[Assignment]
Scan the listing below. Return every line containing the string "Farmers".

☆ ☆ ☆ ☆ ☆ ☆ ☆

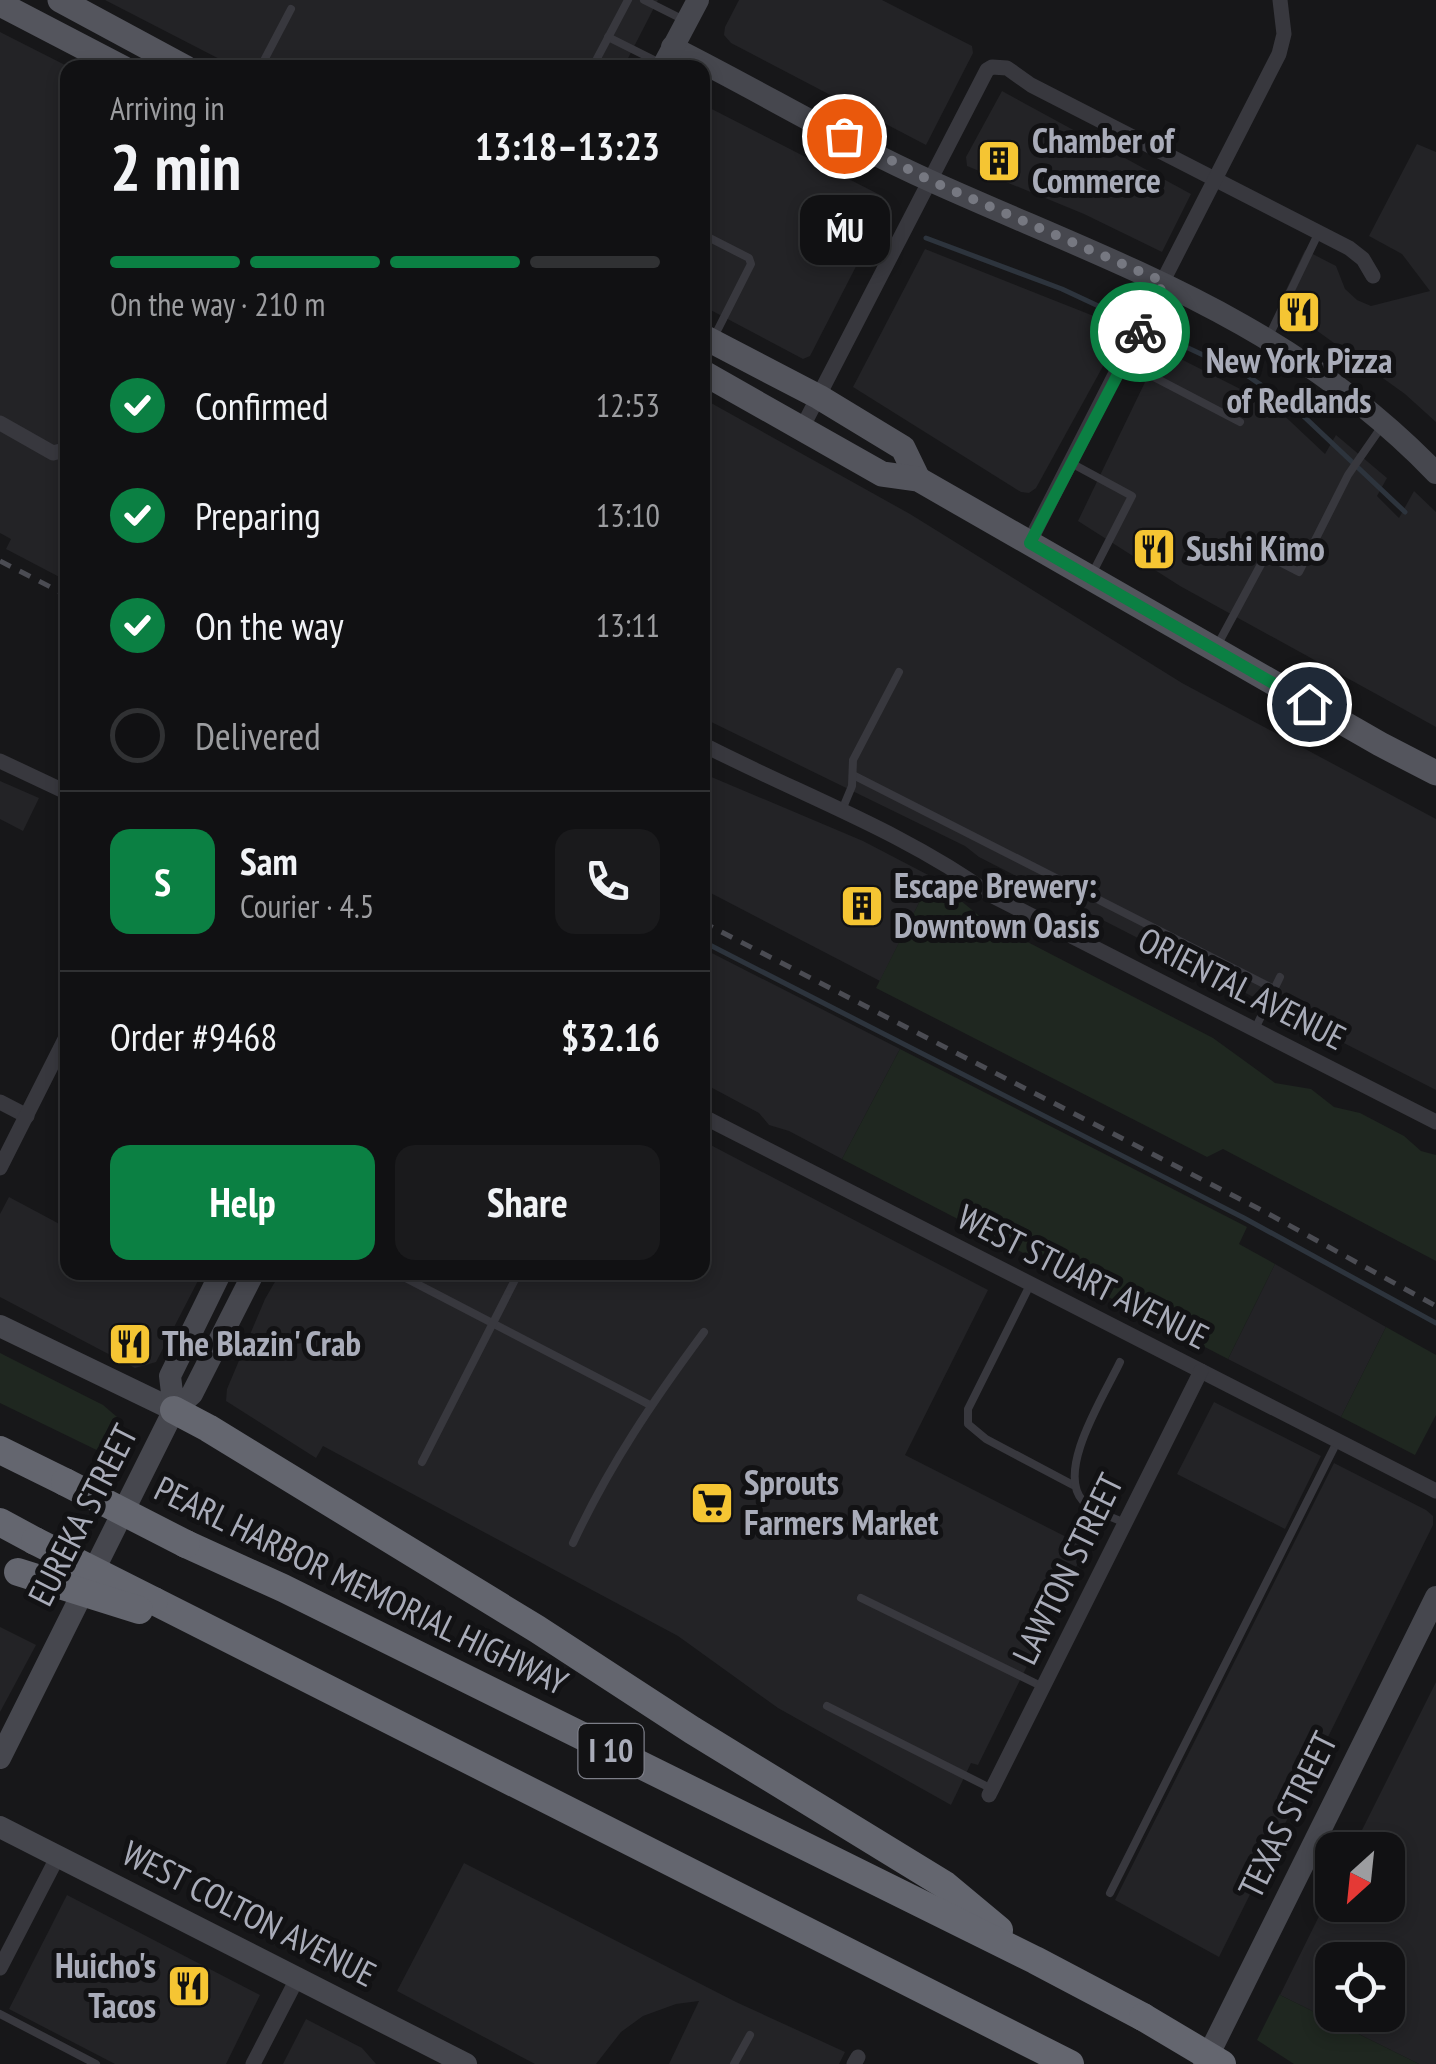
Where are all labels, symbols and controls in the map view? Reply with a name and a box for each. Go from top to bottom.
text: Arriving in [110,87,225,129]
pin [802,94,887,179]
icon: bag [817,109,872,164]
place label: Chamber of Commerce [1032,117,1176,203]
text: 13:18–13:23 [475,121,660,170]
text: 2 min [110,124,241,208]
building icon: Chamber of Commerce [976,138,1022,184]
callout: ḾU [799,196,889,266]
text: ḾU [826,209,864,251]
courier [1090,282,1190,382]
text: On the way · 210 m [110,283,325,325]
restaurant icon: New York Pizza of Redlands [1276,289,1322,335]
icon: bike [1113,305,1168,360]
place label: New York Pizza of Redlands [1206,337,1392,423]
icon: check [110,378,165,433]
text: Confirmed [195,381,328,430]
text: 12:53 [596,384,660,426]
icon: check [110,488,165,543]
text: Preparing [195,491,321,540]
text: 13:10 [596,494,660,536]
place label: Sushi Kimo [1186,525,1325,571]
restaurant icon: Sushi Kimo [1131,526,1177,572]
icon: check [110,598,165,653]
text: On the way [195,601,343,650]
text: 13:11 [596,604,660,646]
pin [1267,662,1352,747]
icon: home [1282,677,1337,732]
text: Delivered [195,711,321,760]
button: phone [555,829,660,934]
text: Sam [240,836,298,885]
text: S [154,857,171,906]
place label: Escape Brewery: Downtown Oasis [894,862,1100,948]
building icon: Escape Brewery: Downtown Oasis [839,883,885,929]
text: Courier · 4.5 [240,885,374,927]
street label: ORIENTAL AVENUE [1131,916,1354,1060]
text: Order #9468 [110,1012,277,1061]
text: $32.16 [561,1012,660,1061]
button: Help [110,1145,375,1260]
button: Share [395,1145,660,1260]
street label: WEST STUART AVENUE [950,1193,1217,1359]
place label: The Blazin' Crab [162,1320,361,1366]
restaurant icon: The Blazin' Crab [107,1321,153,1367]
street label: EUREKA STREET [17,1416,148,1613]
place label: Sprouts Farmers Market [744,1459,938,1545]
street label: PEARL HARBOR MEMORIAL HIGHWAY [147,1465,576,1705]
street label: LAWTON STREET [1001,1465,1133,1671]
supermarket icon: Sprouts Farmers Market [689,1480,735,1526]
road number: I 10 [578,1724,644,1778]
street label: TEXAS STREET [1227,1724,1347,1905]
street label: WEST COLTON AVENUE [115,1829,384,1997]
north arrow [1315,1832,1405,1922]
map controls [1315,1832,1405,2032]
place label: Huicho's Tacos [55,1942,156,2028]
button: locate [1315,1942,1405,2032]
restaurant icon: Huicho's Tacos [166,1963,212,2009]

☆ ☆ ☆ ☆ ☆ ☆ ☆

[Answer for this exercise]
place label: Sprouts Farmers Market [744,1459,938,1545]
supermarket icon: Sprouts Farmers Market [689,1480,735,1526]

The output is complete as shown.